For 2022, the theme is “Transformative solutions for inclusive development: the role of innovation in fueling an accessible and equitable world.” The theme will be expanded upon by covering three different lines of thought:

  • Innovation for disability-inclusive development in employment: the aim of this dialogue is to explore the links between employment, knowledge, and the necessary skills to access employment in an ever-changing tech sector.
  • Innovation for disability-inclusive development in reducing inequality: the aim of this dialogue is to discuss innovations, practical tools and good practices to reduce inequalities in both public and private sectors, which are disability-inclusive and interested in promoting diversity in the workplace.
  • Innovation for disability-inclusive development, sport as an exemplar case: a sector where all of these aspects coalesce; sport as a good practice example and a site of innovation, employment and equity.

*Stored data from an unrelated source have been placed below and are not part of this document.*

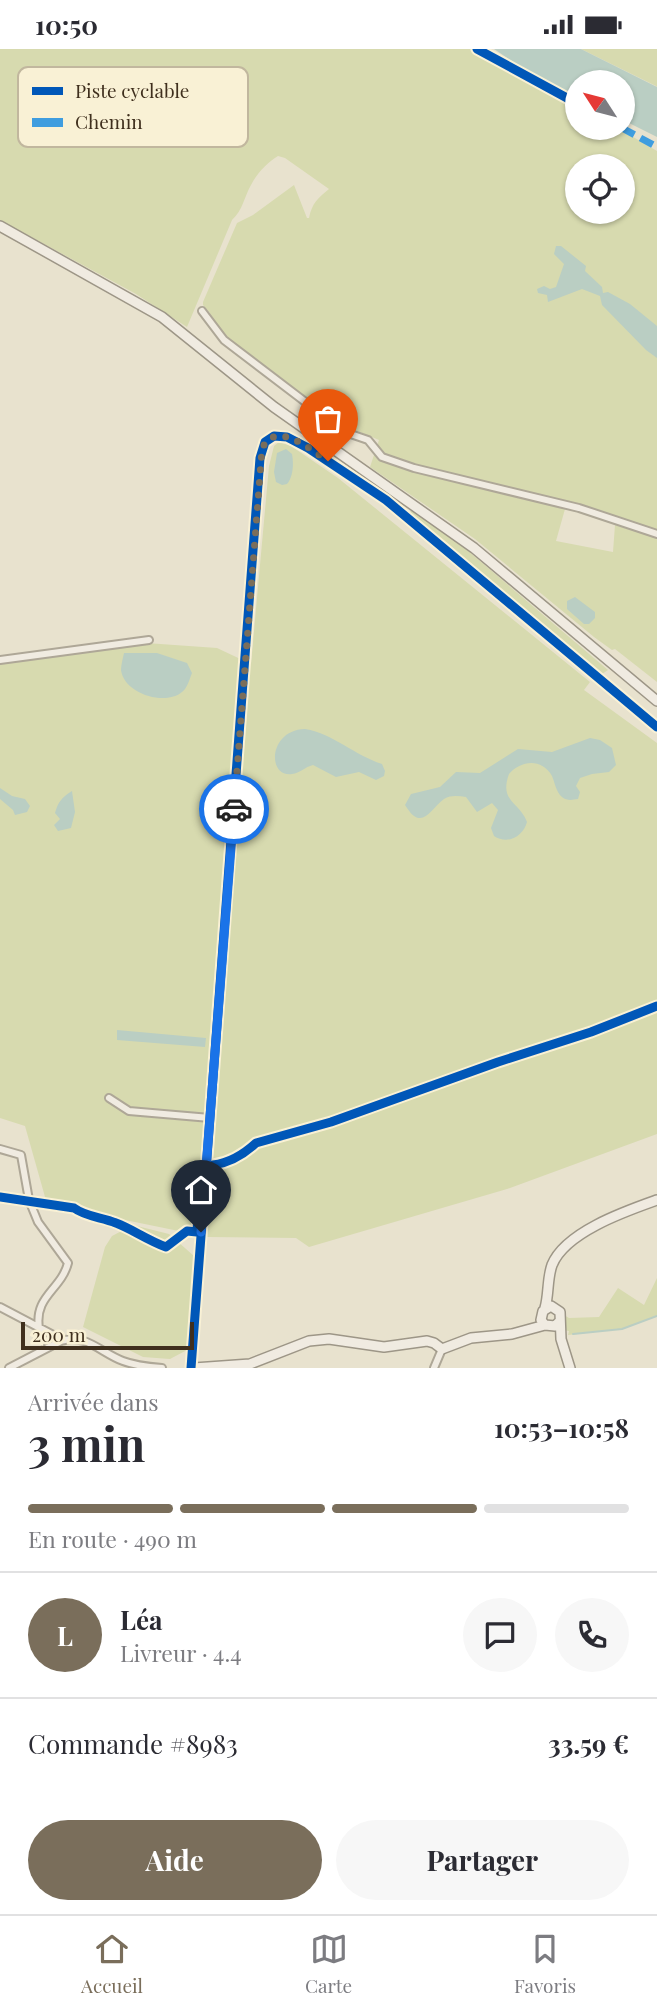 <!DOCTYPE html>
<html lang="fr">
<meta charset="utf-8">
<style>
body{margin:0;font-family:"Playfair Display",serif;background:#f7f7f7;color:#2b2b33;height:100vh;display:flex;flex-direction:column;font-size:26px;white-space:nowrap}
*{box-sizing:border-box;margin:0}
p{font-size:23px;color:#7c7c81}
.icon{flex:none;width:38px;height:38px;fill:none;stroke:currentColor;stroke-width:2;stroke-linecap:round;stroke-linejoin:round}
.map{position:relative;height:1319px;overflow:hidden}
.drawer{display:flex;flex-direction:column;background:#fff;flex:1}
.drawer>*{flex:none}
.needle{width:46px;rotate:306deg}
.buttons{position:absolute;left:565px;top:21px;display:grid;gap:14px}
.buttons a{display:grid;place-items:center;width:70px;height:70px;border-radius:50%;background:#fff;box-shadow:0 2px 5px #0004;font-size:35px}
.scale{position:absolute;left:21px;bottom:18px;width:173px;box-sizing:border-box;padding-left:7px;border:4px solid #3f2f1d;border-top:0;font-size:19px;line-height:24px;white-space:nowrap;color:#3f2f1d;-webkit-text-stroke:5px #f9f1d5;paint-order:stroke}
.pin{position:absolute;display:grid;place-items:center;width:60px;height:60px;color:#fff;margin:-72px -30px;border-radius:50% 50% 50% 0;rotate:-45deg;box-shadow:0 0 7px #0007}
.pin .icon{rotate:45deg}
.courier{position:absolute;display:grid;place-items:center;width:70px;height:70px;margin:-35px;border:5px solid #1a73e8;border-radius:50%;background:#fff;color:#222;box-shadow:0 2px 9px #0007}
.summary em{font-style:normal;font-weight:700}
.summary div{display:flex;flex-direction:column-reverse}
.summary{display:flex;align-items:center;justify-content:space-between;height:119px;padding:0 28px}
h1{font-size:46px;font-weight:700;line-height:52px}
.bar{display:grid;grid-template-columns:repeat(4,1fr);gap:10px 7px;align-content:center;height:84px;padding:0 28px}
.bar i{height:9px;border-radius:5px;background:#e1e1e2}
.bar .active{background:#7a6e5b}
.bar p{grid-column:span 4}
.line{display:flex;align-items:center;gap:18px;padding:0 28px;border-top:2px solid #e1e1e2}
.line div{flex:1}
.round{display:grid;place-items:center;flex:none;width:74px;height:74px;border-radius:37px;background:#f7f7f7}
.button{display:flex;gap:14px;margin-top:auto;padding:14px 28px}
.button a{flex:1;height:80px;border-radius:42px;background:#7a6e5b;color:#fff;font-size:28px;font-weight:700;line-height:80px;text-align:center}
.button a+a{background:#f7f7f7;color:#2b2b33}
.status{display:flex;justify-content:space-between;align-items:center;height:49px;padding:0 35px;background:#fff;direction:ltr}
.status svg{height:19px;fill:currentColor}
.tab-bar{display:flex;justify-content:space-around;align-items:center;height:98px;border-top:2px solid #e1e1e2;background:#fff;font-size:19px;color:#7c7c81}
.tab-bar a{display:grid;justify-items:center;gap:4px}
.tab-bar .active{color:#7a6e5b}
.map>svg:first-child{display:block}
.green{fill:#d7daaf;fill-rule:evenodd}
.water{fill:#bacec3}
.lines{fill:none;stroke-linecap:round;stroke-linejoin:round}
.stream{stroke:#bacec3;stroke-width:2}
.street-casing{stroke:#aea797;stroke-width:10}
.secondary-casing{stroke:#9d9687;stroke-width:12}
.street{stroke:#f0ebe1;stroke-width:6}
.secondary{stroke:#f0ebe1;stroke-width:9}
.quiet{stroke:#3f9ddf;stroke-width:7;stroke-dasharray:14 7;stroke-linecap:butt}
.cycleway-casing{stroke:#f9f1d5;stroke-width:13}
.cycleway{stroke:#0057b8;stroke-width:9}
.done{stroke:#7a6e5b;stroke-width:7;stroke-dasharray:0 12.6}
.route{stroke:#1a73e8;stroke-width:9}
.key{fill:#f9f1d5;stroke:#c1b79e;stroke-width:2}
.key-label{font-size:19px;fill:#3f2f1d}
</style>
<div class="status"><b>10:50</b><svg viewBox="0 0 49 12"><path d="M0 12V9h3v3zM5 12V6h3v6zM10 12V3h3v9zM15 12V0h3v12zM26 1h20v11H26zM47 4h2v5h-2z"/></svg></div>
<div class="map">
<svg width="657" height="1319" viewBox="0 0 657 1319">
<rect width="100%" height="100%" fill="#e8e2ce"/>
<!-- green -->
<path class="green" d="M0,0H472L577,58L578,79H618L657,102V484L583,460L581,464L565,460L556,492L613,503L615,476L657,489V633L615,600L612,601L594,588L475,490L370,418L379,391L334,372L332,367L318,361L229,293L211,272L210,264L203,256V253L237,174L253,166L294,136L307,169H309C312,154 318,149 329,140L285,109L278,107C267,114 257,124 251,136C244,148 243,161 232,171L187,278L136,245L0,171ZM578,117H623V163H578Z
M581,0H657V38L656,37Z
M279,393L291,397L338,429L590,633L584,641L657,694V1085L507,1140L309,1198L296,1189L208,1188L47,1155L25,1077L0,1069V614L132,593L217,599L251,615L269,417L274,397Z
M412,461L467,501L608,621L602,625L522,562L408,465Z
M133,1176L169,1185L194,1207L187,1301L170,1310L143,1308L83,1278L105,1198L112,1187Z
M657,1229V1267L621,1280L568,1286L569,1282L562,1281L564,1266L569,1269L599,1268L618,1239L644,1256Z"/>
<!-- water -->
<path class="water" d="M494,0H581L657,38V88L623,71V33H578L577,48L545,34Z
M556,197H561L586,217L585,222L602,238L603,244L608,243L630,255L657,277V309L646,301L602,256L600,247L582,240L548,253L547,246L538,244L537,240L544,237L550,240L556,238L564,215L554,205Z
M286,400L292,405C294,415 293,428 287,435L282,436L276,433L274,423L277,404Z
M575,548L595,563V569L589,575H584L567,560V552Z
M124,604H157L187,614L192,624C190,629 188,636 185,640C170,659 124,646 121,621C121,616 123,609 124,604Z
M305,680C334,685 354,706 382,715L385,722L384,727L376,731L359,723L336,728L313,716C305,718 300,724 292,725C267,729 268,681 305,680Z
M590,689L600,691L612,699L616,716L609,723L592,725L580,729L576,737L580,743L578,750C572,751 567,752 562,748C556,743 555,734 552,727C542,709 521,711 509,725C499,753 519,752 527,773C523,788 507,796 494,787L491,779L498,761L492,754L477,763L466,748C458,747 451,746 444,750C430,760 422,784 405,756L411,745L440,738L456,723L480,724L518,700L552,703Z
M0,739L12,747L25,750L30,757L27,763L15,766L13,761L0,750Z
M72,742L75,763L71,779L58,782L54,776L60,770L55,764C58,753 62,748 72,742Z
M117,981L206,989L205,998L117,991Z"/>
<g class="lines">
<!-- stream -->
<path class="stream" d="M573,1285L622,1280L657,1267"/>
<defs>
<path id="street" d="M202,262L224,291L329,371L336,380L368,391L382,408L414,419L579,459L657,485
M0,611L149,591
M109,1049L129,1062L210,1069
M0,1100L21,1106L29,1151L38,1173L68,1214C61,1241 34,1247 39,1279
M0,1258L57,1288L61,1292C86,1284 101,1304 123,1312C136,1317 149,1318 162,1319
M9,1319L61,1292
M191,1319L260,409L265,393L274,387L287,388L308,399L386,451L657,678
M434,1319L442,1300"/>
<path id="secondary" d="M0,177L162,268L274,358L474,499L657,652
M545,1259C549,1245 547,1230 552,1216C565,1183 626,1162 657,1151
M560,1272L555,1277L545,1276L541,1271L543,1262L551,1257L560,1263L561,1290L570,1319
M194,1319L250,1315L309,1292L329,1290L384,1298L427,1292L434,1294L442,1300L471,1289L512,1285L545,1276"/>
</defs>
<!-- street casing -->
<use href="#street" class="street-casing"/>
<!-- secondary casing -->
<use href="#secondary" class="secondary-casing"/>
<!-- street -->
<use href="#street" class="street"/>
<!-- secondary -->
<use href="#secondary" class="secondary"/>
<!-- quiet -->
<path class="quiet" d="M622,79L657,98"/>
<defs>
<path id="cycleway" d="M477,0L578,55
M201,1121L202,1118L211,1120L213,1116C229,1114 244,1105 256,1094L331,1073L498,1013L591,983L657,957
M0,1148L74,1159C86,1168 102,1168 116,1174C132,1180 147,1191 166,1198L187,1182L197,1183L198,1167
M191,1319L260,409L265,393L274,387L287,388L308,399L386,451L657,678"/>
</defs>
<!-- cycleway casing -->
<use href="#cycleway" class="cycleway-casing"/>
<!-- cycleway -->
<use href="#cycleway" class="cycleway"/>
</g>
<g class="lines">
<!-- done -->
<path class="done" d="M234,760L262,400C275,370 310,400 328,412"/>
<!-- route -->
<path class="route" d="M201,1183L234,760"/>
</g>
<!-- legend -->
<rect x="18" y="18" width="230" height="80" rx="10" class="key"/>
<rect x="32" y="38" width="31" height="8" fill="#0057b8"/>
<rect x="32" y="69" width="31" height="9" fill="#3f9ddf"/>
<g class="key-label">
<text x="75" y="49">Piste cyclable</text>
<text x="75" y="80">Chemin</text>
</g>
</svg>
<div class="buttons">
<a><svg class="needle" viewBox="-14 -14 28 28"><path d="M0-13l5 13h-10z" fill="#e53935"/><path d="M0 13l5-13h-10z" fill="#7c7c81"/></svg></a>
<a><svg class="icon" aria-label="locate" viewBox="0 0 24 24"><circle cx="12" cy="12" r="6"/><path d="M12 2v4M12 18v4M2 12h4M18 12h4"/></svg></a>
</div>
<div class="scale">200 m</div>
<div class="pin" style="left:328px;top:412px;background:#ea580c"><svg class="icon" aria-label="bag" viewBox="0 0 24 24"><path d="M5 8h14l-1 12H6zM9 8a3 3 0 0 1 6 0"/></svg></div>
<div class="pin" style="left:201px;top:1183px;background:#1f2937"><svg class="icon" aria-label="home" viewBox="0 0 24 24"><path d="M3 11l9-7 9 7M6 9v11h12V9"/></svg></div>
<div class="courier" style="left:234px;top:760px"><svg class="icon" aria-label="car" viewBox="0 0 24 24"><path d="M5 17H2v-5l4-1 3-4h7l3 4 3 1v5h-3M9 17h6M6 11h13"/><circle cx="7" cy="17" r="2"/><circle cx="17" cy="17" r="2"/></svg></div>
</div>
<section class="drawer">
<div class="summary"><div><h1>3 min</h1><p>Arrivée dans</p></div><em>10:53–10:58</em></div>
<div class="bar"><i class="active"></i><i class="active"></i><i class="active"></i><i></i><p>En route · 490 m</p></div>
<div class="line" style="height:126px"><b class="round" style="background:#7a6e5b;color:#fff">L</b><div><b>Léa</b><p>Livreur · 4.4</p></div><a class="round"><svg class="icon" aria-label="chat" viewBox="0 0 24 24"><path d="M4 5h16v11H9l-5 4z"/></svg></a><a class="round"><svg class="icon" aria-label="phone" viewBox="0 0 24 24"><path d="M5 4h4l2 5-3 2q2 4 5 5l2-3 5 2v4C11 20 4 13 5 4z"/></svg></a></div>
<div class="line" style="height:91px"><div>Commande #8983</div><b>33.59 €</b></div>
<div class="button"><a>Aide</a><a>Partager</a></div>
</section>
<nav class="tab-bar">
<a class="active"><svg class="icon" aria-label="home" viewBox="0 0 24 24"><path d="M3 11l9-7 9 7M6 9v11h12V9"/></svg>Accueil</a>
<a><svg class="icon" aria-label="map" viewBox="0 0 24 24"><path d="M3 6l6-2 6 2 6-2v14l-6 2-6-2-6 2zM9 4v14M15 6v14"/></svg>Carte</a>
<a><svg class="icon" aria-label="saved" viewBox="0 0 24 24"><path d="M7 4h10v16l-5-4-5 4z"/></svg>Favoris</a>
</nav>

In the Design sphere, there is a principle that has come to be known as the “curb cut effect”. The premise is that universal design makes things better for everyone. The example that has given the principle it’s name is the curb cut. You have probably benefited from the curb cut design in some way, and it was designed to solve an issue with curbs that wheelchair users faced. Before the curb cut, it was difficult for people with impaired movement to be included in the most simplest of aspects of public life, and now the curb cut has benefited everyone: people with disabilities, people moving luggage, cyclists, skateboarders, it’s a truly universal design and an example of how universal design makes things better for everyone. It’s also an example of this years theme, and something that hopefully this IDPD will inspire more of.